そこで、AndroidのAPIであるChoreographerを使うことによりディスプレイのリフレッシュレートと同期したタイミングのコールバックを受け取る事ができます。ChoreographerのコールバックごとにRendererのレンダリング処理を実行することで、リフレッシュレートに同期した描画を実現出来ます。

   private lateinit var choreographer: Choreographer
   private val frameScheduler = FrameCallback()
    
   override fun onCreate(savedInstanceState: Bundle?) {
       choreographer = Choreographer.getInstance()
   }
   
   override fun onResume() {
       // 最初のフレームコールバック通知を登録
       choreographer.postFrameCallback(frameScheduler)
   }

   override fun onPause() {
       // コールバック通知を削除
       choreographer.removeFrameCallback(frameScheduler)
   }
   
   inner class FrameCallback : Choreographer.FrameCallback {
       override fun doFrame(frameTimeNanos: Long) {
           // 次フレームのコールバック通知を登録
           choreographer.postFrameCallback(this)

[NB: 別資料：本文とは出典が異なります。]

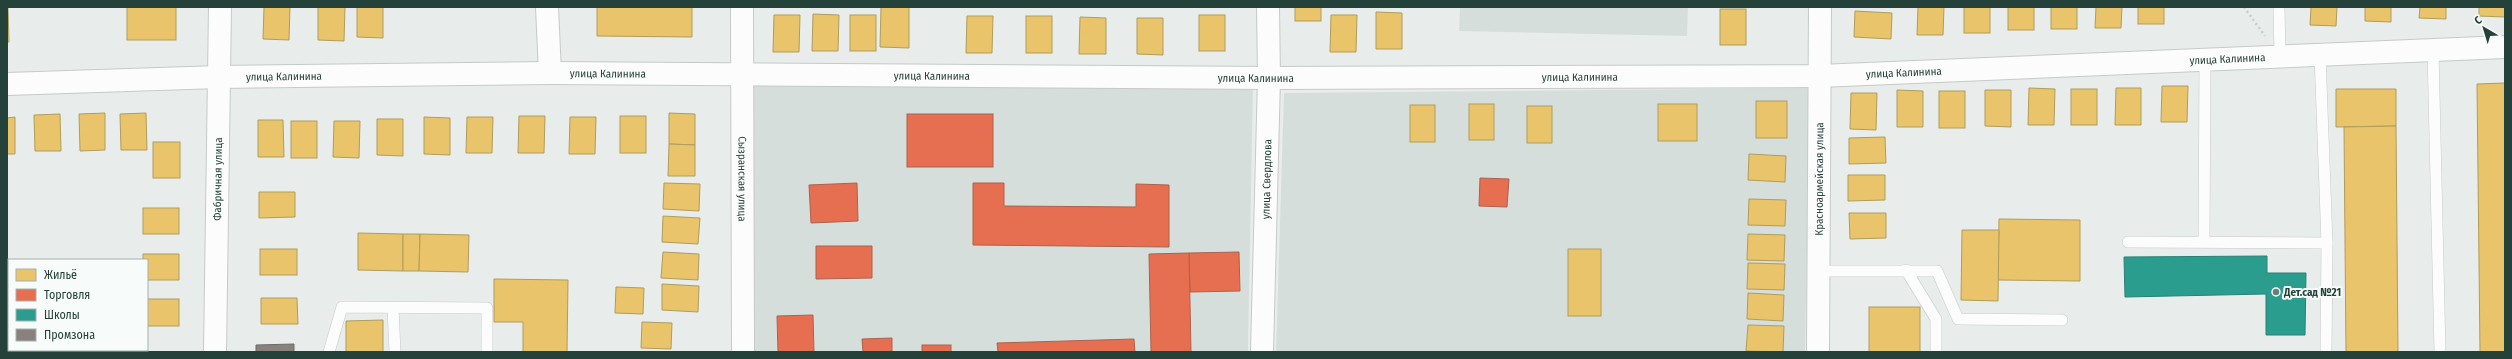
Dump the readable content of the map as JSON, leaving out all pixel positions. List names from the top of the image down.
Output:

           if (uiHelper.isReadyToRender) {
               // レンダリング処理
               if (renderer.beginFrame(swapChain!!, frameTimeNanos)) {
                   renderer.render(view)
                   renderer.endFrame()
               }
           }
       }
   }

おわりに

ここまで読んでくださった皆様、ありがとうございます!そしてお疲れさまでした!(本当に!)

チュートリアル記事のつもりが、随分なボリュームになってしまいました。しかし、そのぶんAndroidネイティブアプリでFilamentを扱う上で必要な基礎知識はだいぶ網羅出来たのかなと思います。

この記事が、これからAndroidで3DCGを扱う方の足がかりとなってもらえれば幸いです。